WHAT THE EXERCISE ASKS →
Where the data below has the string "Task", return the whole line.

(INFORMATION PROVIDED begins)

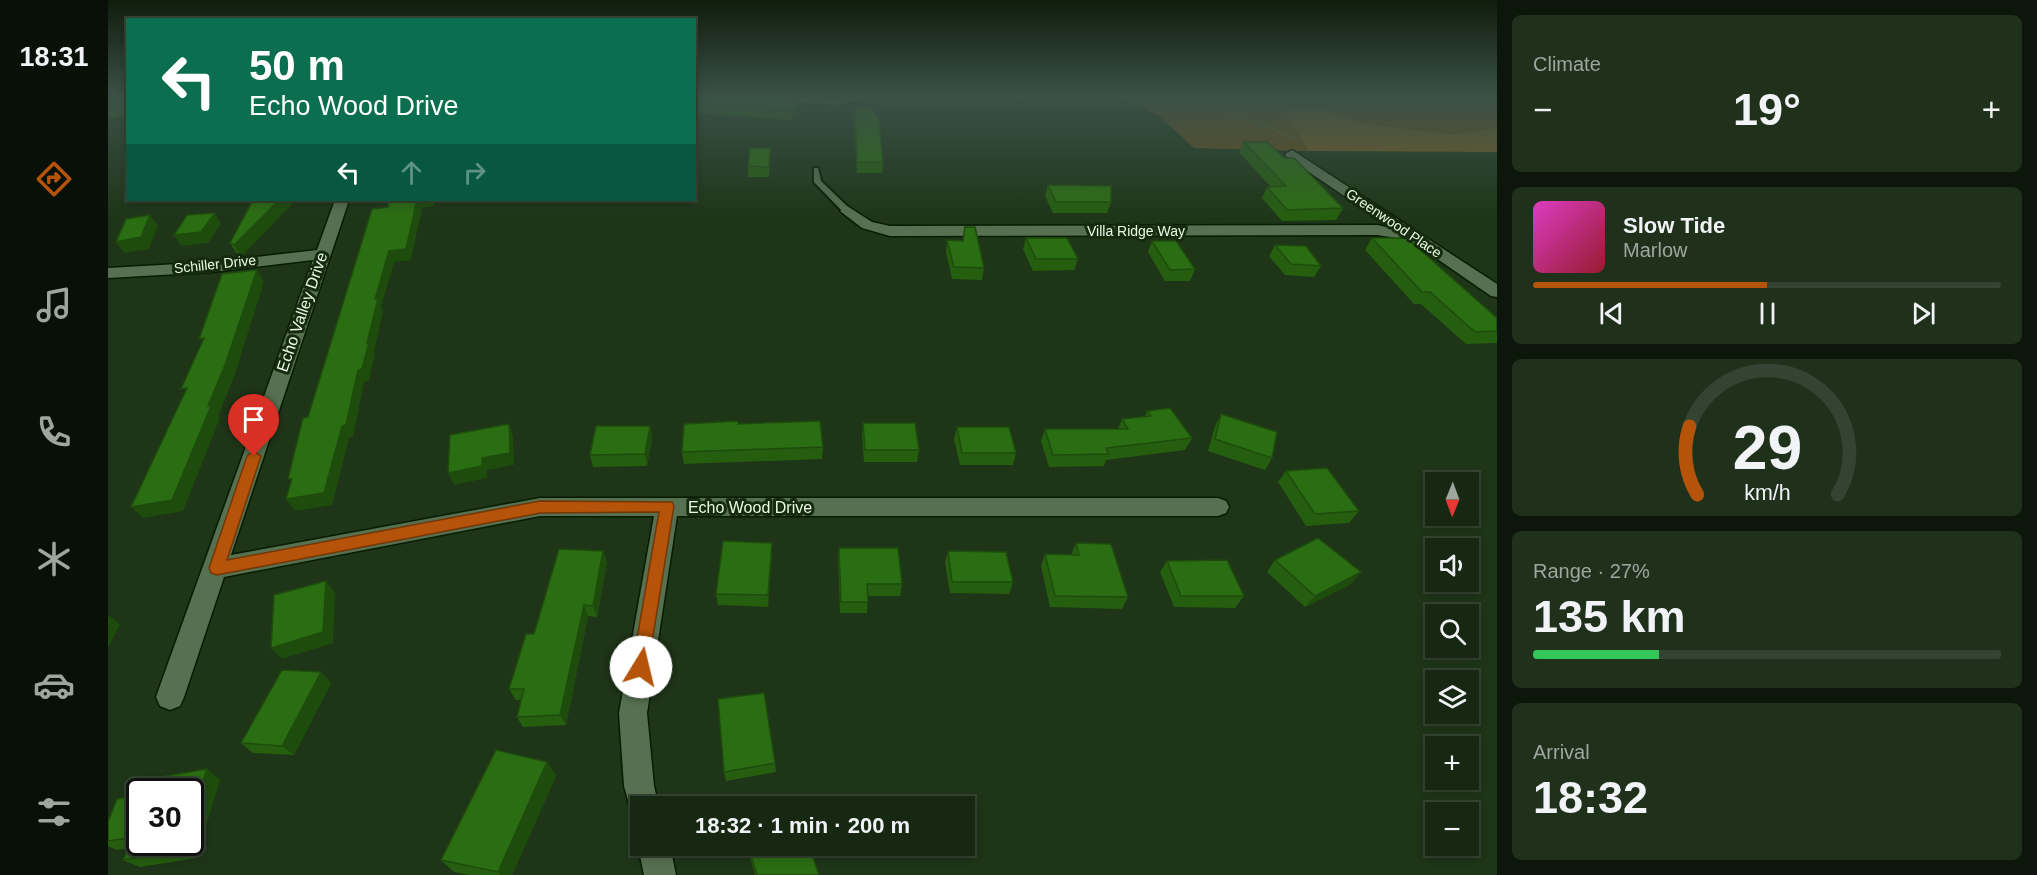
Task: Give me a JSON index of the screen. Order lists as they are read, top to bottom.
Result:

(INFORMATION PROVIDED ends)
(INFORMATION PROVIDED begins)

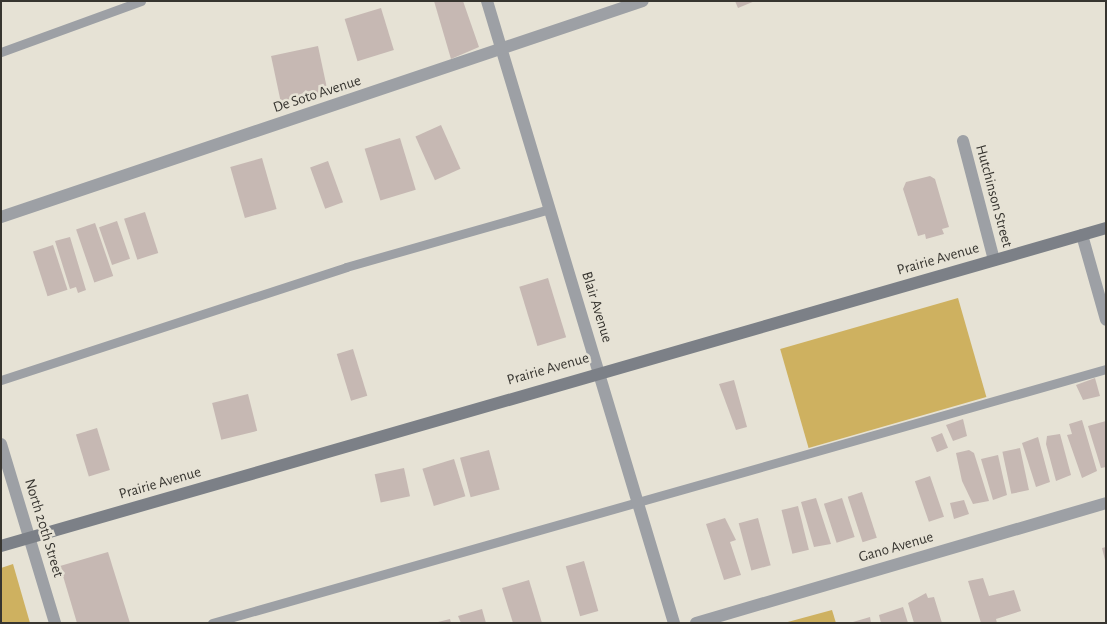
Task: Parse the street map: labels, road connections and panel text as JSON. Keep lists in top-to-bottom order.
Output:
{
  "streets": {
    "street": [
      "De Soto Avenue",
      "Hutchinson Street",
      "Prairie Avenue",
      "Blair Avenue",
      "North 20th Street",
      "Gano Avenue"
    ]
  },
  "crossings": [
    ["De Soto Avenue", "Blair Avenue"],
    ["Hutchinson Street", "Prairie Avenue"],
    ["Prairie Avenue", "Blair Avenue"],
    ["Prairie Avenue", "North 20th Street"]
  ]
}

(INFORMATION PROVIDED ends)
(INFORMATION PROVIDED begins)

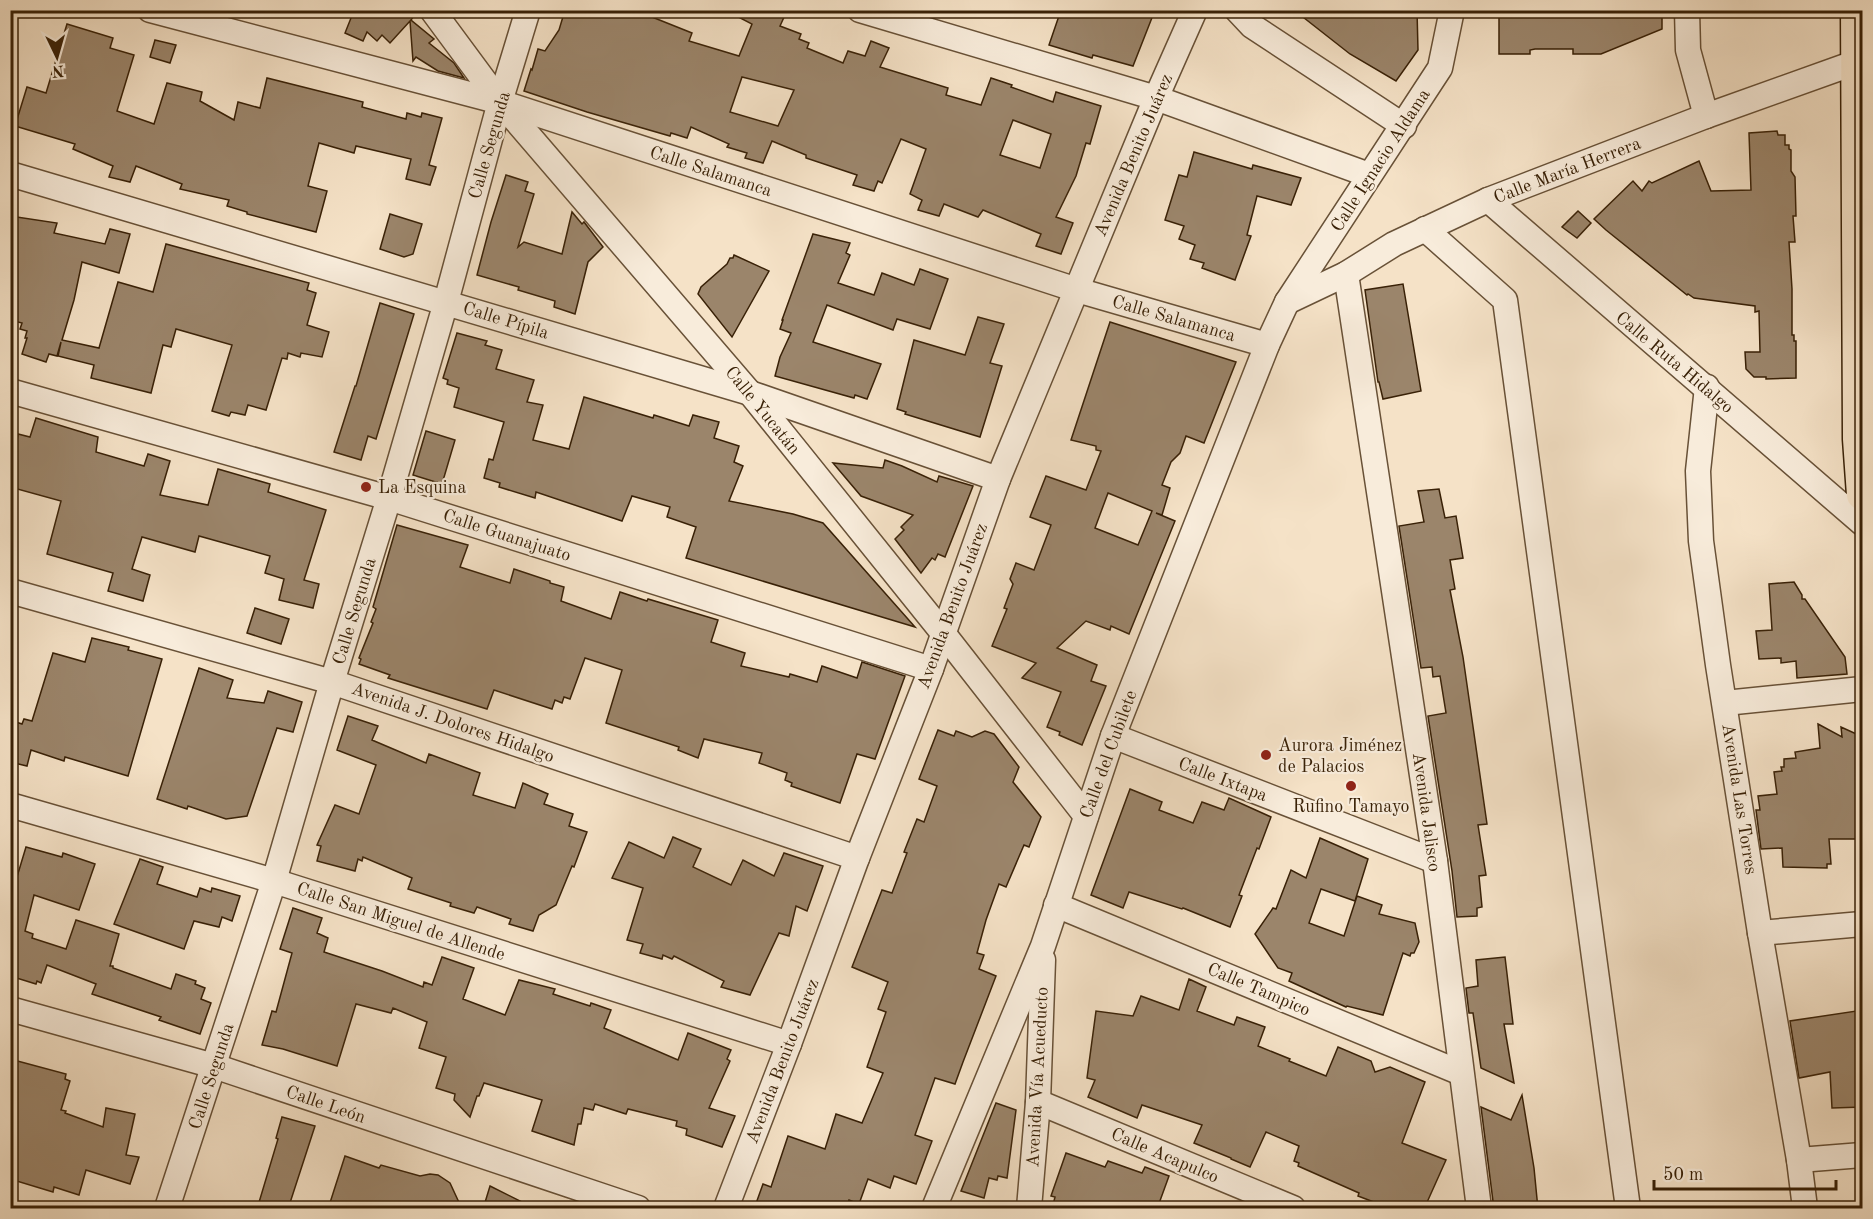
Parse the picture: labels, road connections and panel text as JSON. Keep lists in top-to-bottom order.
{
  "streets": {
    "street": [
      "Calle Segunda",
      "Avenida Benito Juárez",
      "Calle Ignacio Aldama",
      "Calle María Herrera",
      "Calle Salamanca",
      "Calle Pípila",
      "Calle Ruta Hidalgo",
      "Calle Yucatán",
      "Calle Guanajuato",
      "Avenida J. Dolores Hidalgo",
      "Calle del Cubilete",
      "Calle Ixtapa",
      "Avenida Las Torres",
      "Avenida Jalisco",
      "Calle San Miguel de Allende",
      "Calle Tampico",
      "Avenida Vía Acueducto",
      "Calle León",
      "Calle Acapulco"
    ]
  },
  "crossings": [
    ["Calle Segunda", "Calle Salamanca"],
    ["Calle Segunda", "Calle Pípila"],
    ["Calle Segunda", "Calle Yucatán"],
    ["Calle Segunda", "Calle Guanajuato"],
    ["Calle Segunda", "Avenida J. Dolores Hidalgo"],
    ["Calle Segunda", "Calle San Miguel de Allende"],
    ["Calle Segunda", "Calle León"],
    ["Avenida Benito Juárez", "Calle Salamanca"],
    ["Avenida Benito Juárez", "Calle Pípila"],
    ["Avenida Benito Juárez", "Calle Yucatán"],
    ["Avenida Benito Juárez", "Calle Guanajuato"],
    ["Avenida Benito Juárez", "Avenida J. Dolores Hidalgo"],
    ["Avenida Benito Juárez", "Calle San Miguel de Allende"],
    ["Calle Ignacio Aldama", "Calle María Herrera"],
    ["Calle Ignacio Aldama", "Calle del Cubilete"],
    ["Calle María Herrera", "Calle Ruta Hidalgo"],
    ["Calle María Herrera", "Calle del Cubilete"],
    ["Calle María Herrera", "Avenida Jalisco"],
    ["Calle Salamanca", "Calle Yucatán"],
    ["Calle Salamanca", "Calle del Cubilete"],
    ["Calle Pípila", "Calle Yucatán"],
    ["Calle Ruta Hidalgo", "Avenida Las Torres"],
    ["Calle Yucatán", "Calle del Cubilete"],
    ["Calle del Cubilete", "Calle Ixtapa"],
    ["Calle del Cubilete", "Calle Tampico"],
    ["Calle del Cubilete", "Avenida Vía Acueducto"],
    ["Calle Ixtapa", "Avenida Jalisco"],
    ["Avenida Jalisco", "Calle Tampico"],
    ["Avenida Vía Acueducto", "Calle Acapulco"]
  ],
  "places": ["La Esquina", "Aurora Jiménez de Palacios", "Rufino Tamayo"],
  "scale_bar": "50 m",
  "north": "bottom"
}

(INFORMATION PROVIDED ends)

RESPONSE BELOW →
Task: Give me a JSON index of the screen. Order lists as they are read, top to bottom.
Task: Parse the street map: labels, road connections and panel text as JSON. Keep lists in top-to-bottom order.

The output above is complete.